- Born: November 7, 1895 Deir el Qamar, Ottoman Empire (modern-day Lebanon)
- Died: May 1978 (aged 82) Miami, Florida, U.S.
- Education: Syrian Protestant College, Georgia Tech, Cornell University
- Known for: Circuit analysis, dynamo balancing, 3D modeling of eddy currents
- Awards: IEEE Fellow

= Michel G. Malti =

American electrical engineer

Michel George Malti (November 7, 1895 – May 1978) was an American electrical engineer, known for his work in circuit analysis. He was born in Deir el Qamar, in modern-day Lebanon and died in Miami, Florida.
He graduated from the Syrian Protestant college (1915) and from Georgia Tech (1922), before joining Cornell University as an instructor and student, earning a M.Sc. (1924) and Ph.D. (1927), all degrees in electrical engineering.
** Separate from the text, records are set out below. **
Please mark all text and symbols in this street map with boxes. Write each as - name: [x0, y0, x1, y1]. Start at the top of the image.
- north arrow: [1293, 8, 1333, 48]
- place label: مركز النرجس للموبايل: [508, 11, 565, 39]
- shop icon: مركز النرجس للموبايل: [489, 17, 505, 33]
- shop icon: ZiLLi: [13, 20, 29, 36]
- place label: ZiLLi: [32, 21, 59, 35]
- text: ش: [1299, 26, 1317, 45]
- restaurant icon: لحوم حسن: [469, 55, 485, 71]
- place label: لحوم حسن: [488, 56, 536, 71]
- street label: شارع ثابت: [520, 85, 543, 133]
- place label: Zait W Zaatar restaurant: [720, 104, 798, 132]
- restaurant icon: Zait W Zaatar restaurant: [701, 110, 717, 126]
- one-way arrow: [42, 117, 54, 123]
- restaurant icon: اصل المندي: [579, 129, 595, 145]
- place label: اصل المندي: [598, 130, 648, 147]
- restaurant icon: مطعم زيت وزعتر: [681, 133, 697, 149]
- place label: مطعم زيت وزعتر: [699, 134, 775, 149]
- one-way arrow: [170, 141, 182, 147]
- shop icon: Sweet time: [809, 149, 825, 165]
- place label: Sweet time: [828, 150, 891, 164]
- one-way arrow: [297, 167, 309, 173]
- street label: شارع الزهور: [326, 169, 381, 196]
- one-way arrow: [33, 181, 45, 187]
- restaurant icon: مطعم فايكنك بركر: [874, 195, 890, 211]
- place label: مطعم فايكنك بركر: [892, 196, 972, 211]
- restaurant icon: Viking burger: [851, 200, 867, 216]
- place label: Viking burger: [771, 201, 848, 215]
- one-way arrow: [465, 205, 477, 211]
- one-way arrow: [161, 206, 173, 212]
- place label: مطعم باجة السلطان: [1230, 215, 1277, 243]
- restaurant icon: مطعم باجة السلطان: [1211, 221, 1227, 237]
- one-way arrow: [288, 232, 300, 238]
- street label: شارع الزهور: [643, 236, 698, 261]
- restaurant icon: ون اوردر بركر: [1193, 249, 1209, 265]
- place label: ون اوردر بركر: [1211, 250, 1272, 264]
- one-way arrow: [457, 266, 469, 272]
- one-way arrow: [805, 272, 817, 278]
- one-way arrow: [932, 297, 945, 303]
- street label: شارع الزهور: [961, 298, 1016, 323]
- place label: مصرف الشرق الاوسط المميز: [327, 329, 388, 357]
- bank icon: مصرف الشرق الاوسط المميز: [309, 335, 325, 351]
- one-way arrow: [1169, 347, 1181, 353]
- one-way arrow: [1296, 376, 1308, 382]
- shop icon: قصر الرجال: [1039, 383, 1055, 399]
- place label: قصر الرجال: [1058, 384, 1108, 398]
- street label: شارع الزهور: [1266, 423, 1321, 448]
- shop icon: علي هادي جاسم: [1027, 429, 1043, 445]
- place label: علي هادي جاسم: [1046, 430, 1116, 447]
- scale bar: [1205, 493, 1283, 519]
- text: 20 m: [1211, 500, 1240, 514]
He continued to serve as research assistant and faculty member in civil engineering and as a professor in electrical engineering until his retirement (1962), spending sabbaticals at the University of Puerto Rico (1947) and the University of Roorkee in India (1955–57). In 1939 Malti and Fritz Herzog solved an important electric power problem on balancing dynamos, which had remained unsolved since the days of Michael Faraday a century before.
He later supervised research on 3D-modeling of Eddy currents. Malti was an IEEE Fellow.

==Works==
- Circuit analysis (Wiley, 1930). Translated into Russian.